With that, he was gone, through the door a servant left ajar. Gregoras let him go, listening to the sounds of the room stirring behind him, of voices he knew, grown men woken suddenly and so as querulous as children. Beyond them, he heard another sound, a rumbling that he took at first to be cannon fire but realised was a low peal of thunder. Storm’s coming, he thought. Shrugging, he moved towards it.


TWENTY-NINE

Thunder

24 May: forty-eighth day of the siege

 

‘Does the storm come to fall on us, my friend, or will it pass us by?’

At first, Hamza did not turn at Mehmet’s question. Standing at the entrance to his lord’s great
otak
, he shifted his gaze from the departing Council – from Candarli Halil and Ishak Pasha, conspiring still as they walked away, all smiles – to the west. ‘Lightning plays there yet, noble one. But it does not seem to have moved any closer.’ He dropped the tent flap as another roll of thunder came. ‘Yet I wish it would. The air craves it. It feels like the whole world is about to explode.’

‘You want more rain?’ Mehmet shook his head. ‘Did you not hear that ten of my janissaries died when their sodden trench collapsed on them? Drowned.’ He shivered. ‘A bad sign, when men drown on the land.’

Hamza came back to the table, looked at the two men sitting at it. Zaganos Pasha, most loyal of the sultan’s commanders, most fervent for the war, gave an almost imperceptible shake of the head. Do not let him read the signs, the shake said. Do not let him plunge further into this gloom.

Hamza looked from one man to the other. To Mehmet. He had changed in the seven weeks of the siege. The strain showed in a face made lean by struggle and doubt. But it was in his actions, his reactions, that the change showed the most. If the two councillors who had just left had spoken to him then as they had just done now, urging an immediate cessation of the siege, a return to Edirne, a dispersal of his army, Mehmet would have driven them from his pavilion with shrieks, perhaps even with blows from his
bastinado
. All had seen how he had treated the disgraced Baltaoglu. Instead he had dismissed Halil Pasha, Ishak Pasha – cautious men he loathed, his father’s men – with a shrug, an
inshallah
, murmuring how he would consider their good advice.

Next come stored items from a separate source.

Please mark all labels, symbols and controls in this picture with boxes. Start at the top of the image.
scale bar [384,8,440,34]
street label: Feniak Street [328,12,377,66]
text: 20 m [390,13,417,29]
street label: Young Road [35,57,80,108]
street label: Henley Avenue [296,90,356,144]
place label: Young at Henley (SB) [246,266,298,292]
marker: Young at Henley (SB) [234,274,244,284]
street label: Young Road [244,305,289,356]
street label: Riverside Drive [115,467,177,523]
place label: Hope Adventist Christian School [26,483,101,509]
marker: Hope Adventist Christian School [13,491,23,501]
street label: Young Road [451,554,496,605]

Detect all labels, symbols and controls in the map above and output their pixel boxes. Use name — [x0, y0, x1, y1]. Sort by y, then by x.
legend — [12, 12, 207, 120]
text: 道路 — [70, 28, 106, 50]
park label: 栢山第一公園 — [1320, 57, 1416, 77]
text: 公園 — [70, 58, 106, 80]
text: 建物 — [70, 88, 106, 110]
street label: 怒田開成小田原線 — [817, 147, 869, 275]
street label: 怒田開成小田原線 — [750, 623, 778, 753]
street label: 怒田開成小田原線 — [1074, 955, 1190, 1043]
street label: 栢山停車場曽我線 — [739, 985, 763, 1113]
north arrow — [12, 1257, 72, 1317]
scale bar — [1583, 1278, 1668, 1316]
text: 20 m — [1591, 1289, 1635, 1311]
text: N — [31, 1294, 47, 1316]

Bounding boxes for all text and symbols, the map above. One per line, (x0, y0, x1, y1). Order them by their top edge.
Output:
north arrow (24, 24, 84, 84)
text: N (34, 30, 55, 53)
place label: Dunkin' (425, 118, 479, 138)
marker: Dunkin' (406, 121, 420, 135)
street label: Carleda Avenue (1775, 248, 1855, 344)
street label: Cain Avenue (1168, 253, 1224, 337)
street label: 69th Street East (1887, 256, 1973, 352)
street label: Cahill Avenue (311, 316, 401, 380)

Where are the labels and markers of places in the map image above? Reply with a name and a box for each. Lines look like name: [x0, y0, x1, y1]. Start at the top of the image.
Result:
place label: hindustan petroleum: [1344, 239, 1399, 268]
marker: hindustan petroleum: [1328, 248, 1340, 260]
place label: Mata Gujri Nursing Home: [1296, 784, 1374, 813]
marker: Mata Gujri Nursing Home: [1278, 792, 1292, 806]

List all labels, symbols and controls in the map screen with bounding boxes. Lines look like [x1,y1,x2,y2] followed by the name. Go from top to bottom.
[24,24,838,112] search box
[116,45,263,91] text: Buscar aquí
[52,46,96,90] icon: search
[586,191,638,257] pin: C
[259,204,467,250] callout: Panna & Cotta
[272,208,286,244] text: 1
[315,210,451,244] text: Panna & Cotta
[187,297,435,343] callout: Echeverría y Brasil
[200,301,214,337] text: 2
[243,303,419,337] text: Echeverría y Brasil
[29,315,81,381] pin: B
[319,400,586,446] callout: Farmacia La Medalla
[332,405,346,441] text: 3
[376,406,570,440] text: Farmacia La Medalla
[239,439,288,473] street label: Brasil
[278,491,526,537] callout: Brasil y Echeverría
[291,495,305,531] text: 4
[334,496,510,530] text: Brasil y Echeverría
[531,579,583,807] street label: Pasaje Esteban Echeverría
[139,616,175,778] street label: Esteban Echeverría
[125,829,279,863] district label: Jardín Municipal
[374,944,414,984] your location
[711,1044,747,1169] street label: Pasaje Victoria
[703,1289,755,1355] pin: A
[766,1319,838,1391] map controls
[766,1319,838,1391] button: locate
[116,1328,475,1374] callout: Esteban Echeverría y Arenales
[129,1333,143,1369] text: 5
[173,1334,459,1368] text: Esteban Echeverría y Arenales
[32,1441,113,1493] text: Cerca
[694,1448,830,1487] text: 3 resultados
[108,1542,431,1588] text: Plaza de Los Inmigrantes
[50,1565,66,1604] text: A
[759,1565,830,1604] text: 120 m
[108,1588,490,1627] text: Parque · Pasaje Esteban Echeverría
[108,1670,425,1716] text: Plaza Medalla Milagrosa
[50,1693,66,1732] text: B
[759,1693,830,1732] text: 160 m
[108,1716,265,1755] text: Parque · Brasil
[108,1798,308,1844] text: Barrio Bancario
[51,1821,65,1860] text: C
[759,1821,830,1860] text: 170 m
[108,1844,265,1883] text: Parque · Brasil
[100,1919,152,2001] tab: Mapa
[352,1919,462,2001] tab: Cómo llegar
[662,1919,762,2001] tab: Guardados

Hamza knew as well as Zaganos that they must not let the sultan dwell on signs like the drowning of janissaries. Like any man, his mood could be shifted with thought, with a focus on what had been accomplished, not what had failed. And in this too, Mehmet had surprised his chief falconer who was also now his admiral. Hamza had believed him to be naïve in the ways of war, book-taught, lacking the practicality of experience, dreaming of the great heroes of the past, of Alexander and Caesar, with no understanding of how to become like them. Yet in seven weeks, in some ways he had shown himself their rival. It was Mehmet who dispersed the forces to pressure all sides of the city, Mehmet who commanded that ships be taken across land to infiltrate the Horn and turn the Greeks’ flank, Mehmet who studied the working of guns and calculated the angles and trajectories needed to fire over the walls of neutral Galata and still hit the ships that guarded the boom. He took advice from experts – another sign of good generalship and of his maturing – but the drive, the impetus, the commands came from him.

He had become a soldier. Grown into a man. And yet, like many who shed the heat of youth for cooler considerations, he was more prone to doubts. Seven weeks, and all his drive and innovation had not led to success. The boom still held his biggest ships from the Horn. The walls his cannons knocked down were patched with a wooden stockade that the Greeks defended as vigorously as any stonework. His tunnels were discovered and blown up, his tower consumed in flame. Wave after wave of Allah’s warriors had hurled themselves forward, and only once had the Prophet’s standard been raised on a bastion … and then but for a moment.

Hamza studied the sultan, wondering how to begin, how to counter the doubts that the two old pashas had left behind them like a sack of ordure upon the table. He hesitated, seeking words … and then, in the camp, two muezzins began to call almost simultaneously. Both had fine voices, one with the fire of youth, a dramatic passion in the rising notes, commanding the faithful to prayer; the other older, his voice like silk, his call almost a seduction. Each had their adherents. And it seemed to Hamza, as the three men removed their slippers, knelt, touched their foreheads to the floor and began their whispered prayer – ‘God is great. God is great. No God but Allah. Muhammad is His messenger’ – that a blend of both their calling was what Mehmet needed now. Fire tempered by consideration. Steel swathed in silk.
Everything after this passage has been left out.